Paul Hampton, a recorder then 65, won a ruling that he had fallen foul of age discrimination laws and Straw had to review the policy and raise the retirement age for part-time judges to 70, in line with that of full-timers.
More recently The Times disclosed that senior judges are seeking a change in the rules to allow those who become justices in the supreme court this autumn to stay until they are 75.
Andrea Ward, an employment lawyer with Hogan & Hartson, said that since the age discrimination regulations were introduced in October 2006, there had been a slow trickle of claims — many involving the legal profession. “Although perhaps not the influx we expected, it is interesting that many of the cases attracting media attention have involved members of the legal profession.”
Unlike other kinds of discrimination, both direct and and indirect discrimination on ground of age can be justified, she said. The issue was whether a retirement age of 70 for judges could be justified as a “proportionate means of achieving a legitimate aim . . . not all workplaces are the same — certainly for the judiciary, experience is vital.”
Meanwhile, the much wider issue of whether a mandatory retirement age in Britain can be justified at all will be ruled on this Thursday by the European Court of Justice in Luxembourg.
In a test case backed by Heyday, an arm of the charity Age Concern, the court will decide whether allowing UK employers to retire people compulsorily at 65 breaches European law
If yes, says Kathleen Healy, employment partner with Freshfields Bruckhaus Deringer, the decision would lead to a “rewrite of the UK’s age discrimination regulations and prompt the need for employers to rethink plans for staff succession”.
More likely, though, is that the court will follow the earlier opinion of the court’s Advocate General, that a mandatory retirement age can be justified and that UK laws are not incompatible with the European directive.
That would be the outcome most welcome to employers, enabling them to continue to require people to retire at 65 provided the correct procedures are followed. It would be a blow to about 260 employees sitting on age discrimination and unfair dismissal claims, pending the Heyday ruling.
A victory on Thursday in Luxembourg will not be the end of the matter, however. The Government will still have to convince the High Court that forcible retirement is a legitimate aim in social and economic policy.
Nick Ralph, a partner at the specialist employment firm Archon Solicitors, said: “Based on recent cases, the decision of the High Court is by no means a foregone conclusion for the Government.
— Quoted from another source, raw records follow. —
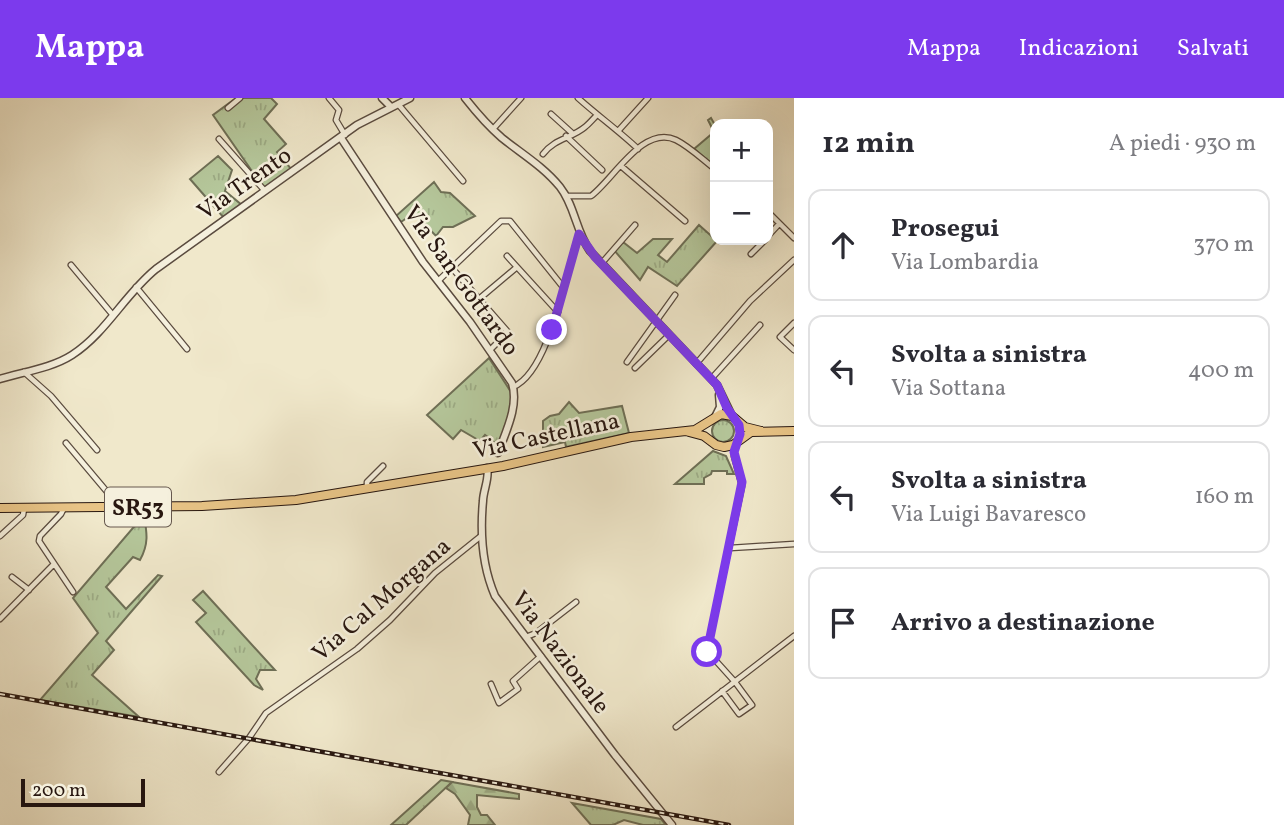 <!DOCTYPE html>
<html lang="it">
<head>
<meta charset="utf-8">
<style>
  :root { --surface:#fff; --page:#f7f7f7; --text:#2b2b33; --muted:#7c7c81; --line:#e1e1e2; --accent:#7c3aed }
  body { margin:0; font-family:Vollkorn,serif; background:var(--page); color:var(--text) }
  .controls { position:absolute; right:21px; top:21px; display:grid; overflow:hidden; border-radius:14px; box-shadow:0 7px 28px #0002 }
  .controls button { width:63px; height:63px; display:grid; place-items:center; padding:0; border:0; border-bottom:2px solid var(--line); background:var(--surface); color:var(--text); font:35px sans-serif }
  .scale { position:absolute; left:21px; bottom:18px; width:124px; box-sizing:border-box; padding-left:7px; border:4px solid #281710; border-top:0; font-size:19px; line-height:24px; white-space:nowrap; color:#281710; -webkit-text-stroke:5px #f5f0dd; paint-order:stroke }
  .stop { position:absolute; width:21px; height:21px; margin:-16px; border:5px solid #7c3aed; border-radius:50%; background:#fff }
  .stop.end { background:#7c3aed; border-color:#fff; box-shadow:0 2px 7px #0008 }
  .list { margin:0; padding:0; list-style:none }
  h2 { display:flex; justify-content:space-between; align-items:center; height:91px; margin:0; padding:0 28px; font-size:30px }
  h2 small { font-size:23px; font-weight:400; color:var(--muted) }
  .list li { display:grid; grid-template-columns:46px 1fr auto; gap:21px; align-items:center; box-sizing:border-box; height:112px; margin:0 14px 14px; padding:0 14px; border:2px solid var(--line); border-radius:14px }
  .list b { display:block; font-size:26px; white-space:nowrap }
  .list p { margin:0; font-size:23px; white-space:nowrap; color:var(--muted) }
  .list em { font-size:23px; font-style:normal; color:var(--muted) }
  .icon { flex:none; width:38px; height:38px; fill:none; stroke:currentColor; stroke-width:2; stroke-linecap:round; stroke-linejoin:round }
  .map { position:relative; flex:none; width:794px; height:727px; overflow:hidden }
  header { display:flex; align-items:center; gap:42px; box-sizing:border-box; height:98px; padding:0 35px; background:var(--accent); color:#fff }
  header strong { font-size:33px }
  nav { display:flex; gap:38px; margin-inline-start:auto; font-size:24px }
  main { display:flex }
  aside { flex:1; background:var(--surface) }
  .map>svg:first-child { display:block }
  .grass { fill:url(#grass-tufts); stroke:#6e6f56; stroke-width:2 }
  .forest { fill:url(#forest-firs); stroke:#6e6f56; stroke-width:2 }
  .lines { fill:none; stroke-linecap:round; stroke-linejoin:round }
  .minor-casing { stroke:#5a4b3f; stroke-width:7 }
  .tertiary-casing { stroke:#5a4b3f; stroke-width:9 }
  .primary-casing { stroke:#281710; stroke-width:10 }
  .minor { stroke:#f5f0dd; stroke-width:4.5 }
  .tertiary { stroke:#f5f0dd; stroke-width:6 }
  .primary { stroke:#e8c486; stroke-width:8 }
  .rail-casing { stroke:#281710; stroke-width:4.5 }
  .rail { stroke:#f5f0dd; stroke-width:2; stroke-dasharray:5; stroke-linecap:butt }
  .route { stroke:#7c3aed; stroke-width:9 }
  .labels { text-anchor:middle; stroke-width:5; stroke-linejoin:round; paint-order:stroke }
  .shield { fill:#f5f0dd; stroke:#66584e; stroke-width:2 }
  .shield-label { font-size:23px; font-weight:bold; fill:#281710 }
  .street-label { font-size:24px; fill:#281710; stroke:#f5f0dd }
</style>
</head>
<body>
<header>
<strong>Mappa</strong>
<nav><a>Mappa</a><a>Indicazioni</a><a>Salvati</a></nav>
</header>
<main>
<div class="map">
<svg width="794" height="727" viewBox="0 0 794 727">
  <defs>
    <pattern id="grass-tufts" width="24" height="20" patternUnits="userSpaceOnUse" patternTransform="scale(1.75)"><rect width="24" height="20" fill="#b5c79b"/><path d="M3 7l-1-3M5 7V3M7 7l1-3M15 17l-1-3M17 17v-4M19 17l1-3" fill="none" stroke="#9caa84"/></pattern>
    <pattern id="forest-firs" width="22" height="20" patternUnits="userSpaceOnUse" patternTransform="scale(1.75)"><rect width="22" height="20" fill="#b5c79b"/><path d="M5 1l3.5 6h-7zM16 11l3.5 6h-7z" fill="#9caa84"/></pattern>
  </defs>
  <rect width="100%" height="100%" fill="#f0e8cb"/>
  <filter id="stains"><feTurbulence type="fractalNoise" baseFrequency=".00286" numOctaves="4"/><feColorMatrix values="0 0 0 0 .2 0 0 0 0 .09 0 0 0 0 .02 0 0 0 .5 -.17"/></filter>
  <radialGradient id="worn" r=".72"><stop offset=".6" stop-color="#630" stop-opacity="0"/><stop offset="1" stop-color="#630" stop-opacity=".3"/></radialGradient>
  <path class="grass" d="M236 0H271L277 6 264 21 286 46 277 54 292 72 265 92 213 17Z
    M711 20 715 27V68L694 51 714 34 708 22Z
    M218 58 232 72 225 93 243 108 224 120 190 81Z
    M434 84 441 94 450 95 475 118 453 129H443L436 138 414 115 401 124 396 118Z
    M699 127 717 143 677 188 648 169 640 182 613 151 623 144 637 155 653 141H672L658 157 667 164Z
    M489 260 513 297 506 328 498 347 485 337 480 343 461 332 453 341 427 317Z
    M569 304 579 315 622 308 629 335 566 349 565 344 543 349V323L550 318 559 316Z
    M712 333a11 11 0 1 1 22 0a11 11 0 1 1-22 0Z
    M713 353 726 358 734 376H727V373H712L711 376 704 380V386H675Z
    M144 417C147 435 149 446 140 462L133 459 106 489 126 511 158 477 162 478 106 543 114 552 92 577 139 619 40 602 98 535 73 500Z
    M203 493 275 572H260L256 581 263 592 254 587 196 524 206 515 193 502Z
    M441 682 452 684 406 727H391Z
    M572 705 661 721 666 727H643L624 722 613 727H591Z"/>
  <path class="forest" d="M452 684 519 696V701L477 697V709L481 717H487L495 727H468L470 717 455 696 446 690Z"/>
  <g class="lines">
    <g class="minor-casing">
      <path id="minor" d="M329 0 339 12 336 22 345 37
        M578 0C598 18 619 33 638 51
        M398 6 463 83
        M228 10 240 0
        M551 16 572 35
        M493 31 521 0
        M619 32 648 0
        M566 38 602 72
        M219 41 265 93
        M543 56C554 41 572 40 585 29 589 26 593 21 597 17
        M621 68 685 123
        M566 98H591C613 82 643 26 676 42 690 49 703 62 715 71
        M768 114 794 140
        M768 138 779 126
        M751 156 765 142
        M507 158 558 214
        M601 166 635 127
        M71 167 112 216
        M452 170 508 234 490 252
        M438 183 501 123H510L563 189
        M136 189 187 251
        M479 201 517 169
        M794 225 780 239 794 252
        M627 264 675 197
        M696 266 750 203 794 162
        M635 270 669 237
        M24 274 51 298 97 352
        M711 281 760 227
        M513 289C550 274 566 173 579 136
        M66 345 119 408
        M367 390V384L383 368
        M64 410 61 416 40 438 39 443 73 494
        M0 438 23 417 24 411
        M730 450 794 446
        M12 479 29 492
        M0 521 53 467
        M526 539 536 535 576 504
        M491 586 499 605 518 591 513 583 541 558
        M722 593 739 616 752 607 735 584 707 553 742 388 734 358V348
        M676 629 794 538
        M219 674 249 640 266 615 357 551 390 522 435 475 481 438"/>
    </g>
    <g class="tertiary-casing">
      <path id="tertiary" d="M382 0 391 9
        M465 0C476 14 488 28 502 40 522 56 544 69 560 89 575 108 576 134 590 153L717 287 732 318
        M341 40 423 164 470 224 512 285C519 308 506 333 498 355
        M0 281C23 274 52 270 72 257 106 235 125 196 156 171L357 27 410 0
        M715 319 720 309 719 297
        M487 370C490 379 483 393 483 403 480 435 482 468 495 498L615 657 672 727"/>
    </g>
    <g class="primary-casing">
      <path id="primary" d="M689 334 704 338 716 347 724 349 733 347 751 334 794 333
        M0 410 202 408 296 402 503 368 631 339 695 332 721 316 732 318 745 329 761 333"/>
    </g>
    <use href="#minor" class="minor"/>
    <use href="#tertiary" class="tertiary"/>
    <use href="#primary" class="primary"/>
    <g class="rail-casing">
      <path id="rail" d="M0 596 729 727"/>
    </g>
    <use href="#rail" class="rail"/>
  </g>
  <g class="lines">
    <path class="route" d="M552 232 579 136 595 159 717 287 727 310 739 327 740 336 734 354 742 384 707 554"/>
  </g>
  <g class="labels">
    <rect class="shield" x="105" y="389.5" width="66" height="39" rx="5"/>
    <g class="shield-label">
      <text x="138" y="417">SR53</text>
    </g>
    <g class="street-label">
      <text transform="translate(244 85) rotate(-35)" y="8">Via Trento</text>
      <text transform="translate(462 182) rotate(54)" y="8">Via San Gottardo</text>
      <text transform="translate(546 337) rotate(-12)" y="8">Via Castellana</text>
      <text transform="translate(381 501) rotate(-41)" y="8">Via Cal Morgana</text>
      <text transform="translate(561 554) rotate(53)" y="8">Via Nazionale</text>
    </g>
  </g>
  <rect width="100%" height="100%" filter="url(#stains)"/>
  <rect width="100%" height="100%" fill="url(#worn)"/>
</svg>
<div class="controls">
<button>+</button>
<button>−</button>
</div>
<div class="scale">200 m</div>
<div class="stop" style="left:707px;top:554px"></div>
<div class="stop end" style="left:552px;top:232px"></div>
</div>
<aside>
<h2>12 min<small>A piedi · 930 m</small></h2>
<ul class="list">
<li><svg class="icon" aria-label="ahead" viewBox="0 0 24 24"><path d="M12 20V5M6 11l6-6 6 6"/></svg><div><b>Prosegui</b><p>Via Lombardia</p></div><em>370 m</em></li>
<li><svg class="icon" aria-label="left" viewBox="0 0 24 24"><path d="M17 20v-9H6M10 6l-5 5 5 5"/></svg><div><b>Svolta a sinistra</b><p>Via Sottana</p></div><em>400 m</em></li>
<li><svg class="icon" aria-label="left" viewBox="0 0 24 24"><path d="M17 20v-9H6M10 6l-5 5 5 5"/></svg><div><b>Svolta a sinistra</b><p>Via Luigi Bavaresco</p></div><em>160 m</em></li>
<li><svg class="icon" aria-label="arrive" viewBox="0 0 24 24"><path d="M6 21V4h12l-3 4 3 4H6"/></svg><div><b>Arrivo a destinazione</b></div></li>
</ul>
</aside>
</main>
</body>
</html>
It will have to justify the compulsory retirement age with data demonstrating legitimate aims behind the legislation such as the need for older employees to be retired so as to make space for younger employees coming in at the bottom.”
Increasingly, people want to carry on working, says Age Concern. Its survey of workers in their 50s and 60s found nearly 80 per cent were against a mandatory retirement age and nearly 60 per cent wanted to work beyond the state pension age, either full or part-time.
At the very least, the publicity surrounding the campaign and the case will ensure that the Government does review the retirement age, which it has pledged to do in 2011. In the meantime, perhaps it will be the judges and lawyers who lead the way in raising the bar.